Je suis néanmoins plus dubitatif quant à l'intégration féminine dans un système fondé sur le service militaire obligatoire pour les hommes comme c'est le cas chez nous. Leur volontarisme n'en fait forcément de meilleurs éléments que les hommes incoroprés avec elles et occupant les mêmes fonctions. De plus j'ai toujours de la peine à imaginer la cohabitation entre des militaires contraints d'effectuer leur service et des volontaires (qui plus est des femmes, dans un milieu qui leur est plutôt réticent)ayant fait personnellement la démarche de venir...

Même si personnellement j'ai pris la décision de ne plus questionner les militaires féminin sur leur motivations à intégrer l'armée(j'avais trop souvent l'impression d'entendre un discours tout cuit qui ne reflétait pas de vraies motivations), je continue de m'interroger sans trouver de réponse.

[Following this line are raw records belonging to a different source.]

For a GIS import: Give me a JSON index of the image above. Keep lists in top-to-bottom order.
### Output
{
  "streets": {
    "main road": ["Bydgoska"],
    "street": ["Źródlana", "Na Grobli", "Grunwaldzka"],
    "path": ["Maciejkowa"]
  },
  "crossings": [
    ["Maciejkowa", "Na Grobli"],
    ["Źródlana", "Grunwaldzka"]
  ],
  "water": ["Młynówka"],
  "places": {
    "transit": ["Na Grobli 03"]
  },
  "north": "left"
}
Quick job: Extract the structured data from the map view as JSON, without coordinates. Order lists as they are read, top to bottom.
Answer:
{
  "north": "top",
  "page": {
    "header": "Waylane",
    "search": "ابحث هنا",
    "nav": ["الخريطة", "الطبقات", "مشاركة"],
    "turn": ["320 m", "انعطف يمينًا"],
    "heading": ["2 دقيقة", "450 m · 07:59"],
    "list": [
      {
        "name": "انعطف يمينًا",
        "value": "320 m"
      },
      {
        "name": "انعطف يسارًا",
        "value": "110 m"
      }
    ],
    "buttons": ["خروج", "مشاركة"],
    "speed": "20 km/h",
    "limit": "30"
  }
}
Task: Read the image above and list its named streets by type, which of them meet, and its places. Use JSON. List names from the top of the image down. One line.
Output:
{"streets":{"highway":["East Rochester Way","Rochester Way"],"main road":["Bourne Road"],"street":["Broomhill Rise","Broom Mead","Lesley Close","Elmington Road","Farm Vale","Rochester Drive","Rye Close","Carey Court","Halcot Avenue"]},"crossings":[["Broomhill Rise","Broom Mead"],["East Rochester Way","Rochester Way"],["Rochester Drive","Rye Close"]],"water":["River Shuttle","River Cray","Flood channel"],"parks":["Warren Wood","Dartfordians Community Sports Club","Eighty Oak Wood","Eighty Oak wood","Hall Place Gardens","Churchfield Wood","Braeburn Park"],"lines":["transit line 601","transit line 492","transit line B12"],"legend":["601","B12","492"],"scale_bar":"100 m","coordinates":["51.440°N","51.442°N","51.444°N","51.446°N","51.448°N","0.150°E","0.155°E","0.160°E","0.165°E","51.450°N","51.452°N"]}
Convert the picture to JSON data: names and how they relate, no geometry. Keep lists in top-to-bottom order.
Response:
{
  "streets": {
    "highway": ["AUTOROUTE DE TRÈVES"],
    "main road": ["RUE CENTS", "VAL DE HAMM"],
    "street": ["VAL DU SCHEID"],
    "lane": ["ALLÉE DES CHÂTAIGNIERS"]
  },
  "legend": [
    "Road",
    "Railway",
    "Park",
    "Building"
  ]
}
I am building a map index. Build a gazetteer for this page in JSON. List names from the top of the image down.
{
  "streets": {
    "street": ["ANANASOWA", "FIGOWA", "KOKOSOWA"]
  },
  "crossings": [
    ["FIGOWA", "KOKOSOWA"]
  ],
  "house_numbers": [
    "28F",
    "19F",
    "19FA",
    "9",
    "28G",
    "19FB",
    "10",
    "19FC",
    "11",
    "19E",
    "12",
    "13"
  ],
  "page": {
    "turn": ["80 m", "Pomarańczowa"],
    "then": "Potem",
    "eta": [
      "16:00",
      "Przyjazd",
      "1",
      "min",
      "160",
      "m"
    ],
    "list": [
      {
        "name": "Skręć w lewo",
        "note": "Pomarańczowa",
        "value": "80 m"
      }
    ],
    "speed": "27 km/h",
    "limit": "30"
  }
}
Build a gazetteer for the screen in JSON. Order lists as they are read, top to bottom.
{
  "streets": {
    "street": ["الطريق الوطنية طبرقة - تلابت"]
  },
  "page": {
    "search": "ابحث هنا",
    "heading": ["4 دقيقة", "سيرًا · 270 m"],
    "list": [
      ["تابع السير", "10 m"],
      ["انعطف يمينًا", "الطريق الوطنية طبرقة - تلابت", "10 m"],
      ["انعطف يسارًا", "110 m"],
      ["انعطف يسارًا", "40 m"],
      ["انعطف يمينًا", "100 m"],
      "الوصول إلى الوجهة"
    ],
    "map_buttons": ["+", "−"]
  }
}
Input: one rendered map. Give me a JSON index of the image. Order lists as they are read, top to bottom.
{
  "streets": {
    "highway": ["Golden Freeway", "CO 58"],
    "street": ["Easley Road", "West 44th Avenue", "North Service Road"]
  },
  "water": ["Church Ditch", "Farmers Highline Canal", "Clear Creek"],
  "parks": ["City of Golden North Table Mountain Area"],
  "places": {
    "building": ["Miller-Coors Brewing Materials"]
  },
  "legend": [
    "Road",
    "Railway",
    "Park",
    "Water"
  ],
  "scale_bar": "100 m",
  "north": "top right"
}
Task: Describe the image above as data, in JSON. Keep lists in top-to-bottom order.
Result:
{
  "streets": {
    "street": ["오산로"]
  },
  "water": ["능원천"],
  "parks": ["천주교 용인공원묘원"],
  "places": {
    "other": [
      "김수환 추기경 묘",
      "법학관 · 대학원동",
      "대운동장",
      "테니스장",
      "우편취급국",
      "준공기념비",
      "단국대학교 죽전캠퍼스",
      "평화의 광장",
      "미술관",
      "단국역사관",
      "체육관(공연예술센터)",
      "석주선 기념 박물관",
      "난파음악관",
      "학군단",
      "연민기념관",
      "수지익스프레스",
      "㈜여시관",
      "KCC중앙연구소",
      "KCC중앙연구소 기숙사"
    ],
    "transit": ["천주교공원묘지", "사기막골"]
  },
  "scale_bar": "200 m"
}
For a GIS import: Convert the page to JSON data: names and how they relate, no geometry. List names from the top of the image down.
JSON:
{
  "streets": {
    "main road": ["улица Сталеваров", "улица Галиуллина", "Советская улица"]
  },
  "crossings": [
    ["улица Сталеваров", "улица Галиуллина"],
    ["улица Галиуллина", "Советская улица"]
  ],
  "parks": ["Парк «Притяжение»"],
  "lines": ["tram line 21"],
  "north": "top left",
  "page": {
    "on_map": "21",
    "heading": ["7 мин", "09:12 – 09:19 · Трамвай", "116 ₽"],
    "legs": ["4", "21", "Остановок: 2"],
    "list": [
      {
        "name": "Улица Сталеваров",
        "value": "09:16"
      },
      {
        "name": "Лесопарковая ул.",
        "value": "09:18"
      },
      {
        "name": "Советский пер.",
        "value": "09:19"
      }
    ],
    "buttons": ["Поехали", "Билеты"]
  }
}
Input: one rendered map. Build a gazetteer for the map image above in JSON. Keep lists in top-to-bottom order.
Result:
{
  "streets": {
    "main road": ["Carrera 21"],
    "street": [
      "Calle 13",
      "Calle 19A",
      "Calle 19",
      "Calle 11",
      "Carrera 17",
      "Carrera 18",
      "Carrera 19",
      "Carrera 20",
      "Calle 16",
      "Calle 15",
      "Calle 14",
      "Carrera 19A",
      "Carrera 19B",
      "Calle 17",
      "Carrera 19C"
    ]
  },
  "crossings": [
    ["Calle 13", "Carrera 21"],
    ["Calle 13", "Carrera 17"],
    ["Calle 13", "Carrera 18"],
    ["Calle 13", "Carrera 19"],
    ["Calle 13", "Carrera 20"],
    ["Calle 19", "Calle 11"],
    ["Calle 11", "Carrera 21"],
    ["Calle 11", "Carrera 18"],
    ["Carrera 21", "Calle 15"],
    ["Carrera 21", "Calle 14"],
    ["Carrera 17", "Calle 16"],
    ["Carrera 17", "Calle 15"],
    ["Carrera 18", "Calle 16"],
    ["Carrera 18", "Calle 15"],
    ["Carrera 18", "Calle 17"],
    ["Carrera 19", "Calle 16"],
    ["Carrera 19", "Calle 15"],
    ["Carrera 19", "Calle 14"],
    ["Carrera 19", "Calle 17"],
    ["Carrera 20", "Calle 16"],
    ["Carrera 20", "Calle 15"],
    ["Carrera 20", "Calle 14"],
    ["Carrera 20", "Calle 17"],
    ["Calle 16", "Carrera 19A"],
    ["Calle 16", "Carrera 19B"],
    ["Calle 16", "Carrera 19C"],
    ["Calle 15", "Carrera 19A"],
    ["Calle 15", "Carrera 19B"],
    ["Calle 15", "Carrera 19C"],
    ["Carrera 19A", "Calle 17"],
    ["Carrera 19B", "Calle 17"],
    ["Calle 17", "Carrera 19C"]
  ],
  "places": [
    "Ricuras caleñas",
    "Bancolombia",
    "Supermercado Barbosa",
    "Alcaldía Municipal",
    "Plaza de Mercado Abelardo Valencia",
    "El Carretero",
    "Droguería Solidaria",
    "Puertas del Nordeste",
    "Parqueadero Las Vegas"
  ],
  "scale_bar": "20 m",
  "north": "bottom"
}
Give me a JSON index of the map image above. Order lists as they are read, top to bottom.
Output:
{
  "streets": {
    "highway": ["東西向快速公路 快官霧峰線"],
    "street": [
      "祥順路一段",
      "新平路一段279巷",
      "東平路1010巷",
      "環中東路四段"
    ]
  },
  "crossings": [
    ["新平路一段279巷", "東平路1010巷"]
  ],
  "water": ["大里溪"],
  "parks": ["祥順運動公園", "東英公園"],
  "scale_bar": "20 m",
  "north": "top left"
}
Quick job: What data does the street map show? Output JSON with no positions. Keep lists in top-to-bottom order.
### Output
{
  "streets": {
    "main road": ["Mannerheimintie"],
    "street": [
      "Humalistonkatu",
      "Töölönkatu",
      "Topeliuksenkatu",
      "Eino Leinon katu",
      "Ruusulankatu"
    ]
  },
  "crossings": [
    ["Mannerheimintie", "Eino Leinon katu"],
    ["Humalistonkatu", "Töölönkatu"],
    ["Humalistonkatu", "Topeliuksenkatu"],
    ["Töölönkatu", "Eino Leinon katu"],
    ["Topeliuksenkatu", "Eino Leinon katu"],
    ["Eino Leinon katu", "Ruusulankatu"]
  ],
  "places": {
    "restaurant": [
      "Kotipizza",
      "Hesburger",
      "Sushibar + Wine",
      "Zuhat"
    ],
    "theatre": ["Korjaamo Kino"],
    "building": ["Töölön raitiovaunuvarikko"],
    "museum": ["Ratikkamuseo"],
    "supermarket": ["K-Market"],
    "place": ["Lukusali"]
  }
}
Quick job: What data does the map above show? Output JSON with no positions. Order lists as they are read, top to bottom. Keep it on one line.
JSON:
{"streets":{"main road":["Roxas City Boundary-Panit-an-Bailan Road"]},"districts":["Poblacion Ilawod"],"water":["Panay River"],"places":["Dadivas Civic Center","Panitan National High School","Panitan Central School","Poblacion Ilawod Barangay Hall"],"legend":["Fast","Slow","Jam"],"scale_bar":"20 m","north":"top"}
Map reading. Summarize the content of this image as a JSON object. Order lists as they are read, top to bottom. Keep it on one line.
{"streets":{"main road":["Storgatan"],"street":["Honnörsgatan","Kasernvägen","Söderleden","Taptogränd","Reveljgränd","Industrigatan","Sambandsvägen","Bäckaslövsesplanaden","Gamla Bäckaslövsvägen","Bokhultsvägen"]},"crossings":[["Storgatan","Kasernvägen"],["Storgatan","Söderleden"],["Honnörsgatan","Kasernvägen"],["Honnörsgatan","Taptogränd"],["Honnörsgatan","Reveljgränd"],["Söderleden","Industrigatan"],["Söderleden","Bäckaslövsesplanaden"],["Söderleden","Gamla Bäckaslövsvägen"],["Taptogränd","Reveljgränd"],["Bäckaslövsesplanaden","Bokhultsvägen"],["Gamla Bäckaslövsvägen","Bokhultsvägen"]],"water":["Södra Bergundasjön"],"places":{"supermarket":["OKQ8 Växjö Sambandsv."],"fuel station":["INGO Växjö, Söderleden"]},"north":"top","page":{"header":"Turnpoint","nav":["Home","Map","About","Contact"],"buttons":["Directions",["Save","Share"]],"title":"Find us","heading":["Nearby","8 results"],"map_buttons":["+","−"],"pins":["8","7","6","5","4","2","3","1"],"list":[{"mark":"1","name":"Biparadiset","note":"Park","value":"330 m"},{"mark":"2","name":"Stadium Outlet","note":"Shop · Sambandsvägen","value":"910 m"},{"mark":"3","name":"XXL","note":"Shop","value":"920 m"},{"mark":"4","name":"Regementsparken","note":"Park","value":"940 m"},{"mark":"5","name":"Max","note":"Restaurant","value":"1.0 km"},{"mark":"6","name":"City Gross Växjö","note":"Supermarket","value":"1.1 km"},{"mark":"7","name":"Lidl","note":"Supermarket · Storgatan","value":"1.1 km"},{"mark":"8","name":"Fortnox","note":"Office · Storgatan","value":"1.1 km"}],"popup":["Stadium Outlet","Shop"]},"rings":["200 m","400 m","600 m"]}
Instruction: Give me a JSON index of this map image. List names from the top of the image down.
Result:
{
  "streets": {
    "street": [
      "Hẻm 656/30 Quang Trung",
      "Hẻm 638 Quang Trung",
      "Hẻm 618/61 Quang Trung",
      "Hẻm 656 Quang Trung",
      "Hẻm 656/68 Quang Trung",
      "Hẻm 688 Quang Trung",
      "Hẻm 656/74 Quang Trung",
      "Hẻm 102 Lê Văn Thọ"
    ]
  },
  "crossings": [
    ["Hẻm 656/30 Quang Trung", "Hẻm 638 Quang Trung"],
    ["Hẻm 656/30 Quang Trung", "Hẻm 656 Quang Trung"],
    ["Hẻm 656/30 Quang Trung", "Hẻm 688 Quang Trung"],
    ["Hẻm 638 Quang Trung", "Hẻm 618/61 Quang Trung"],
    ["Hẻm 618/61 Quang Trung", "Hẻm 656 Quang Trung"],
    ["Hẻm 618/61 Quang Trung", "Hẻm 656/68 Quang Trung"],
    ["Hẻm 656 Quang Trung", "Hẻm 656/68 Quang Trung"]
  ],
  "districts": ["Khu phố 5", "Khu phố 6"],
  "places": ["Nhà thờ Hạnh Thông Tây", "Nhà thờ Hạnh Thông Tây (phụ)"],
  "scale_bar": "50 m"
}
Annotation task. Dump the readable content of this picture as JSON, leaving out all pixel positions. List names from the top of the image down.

Bref. Je ne sais pas si j'ai été très clair, mais mes interrogations sont plus le fait d'un sentiment de malaise que fondée sur des faits tangibles (je n'ai jamais entendu une femme se plaindre de sa condition de militaire féminin, alors que pour les hommes j'ai des exemples à la pelle...). Pour faire court je comprend les motivation à intégrer un corps professionnel mais moins celle qui poussent à intégrer un système de milice contraignant pour la gent masculine.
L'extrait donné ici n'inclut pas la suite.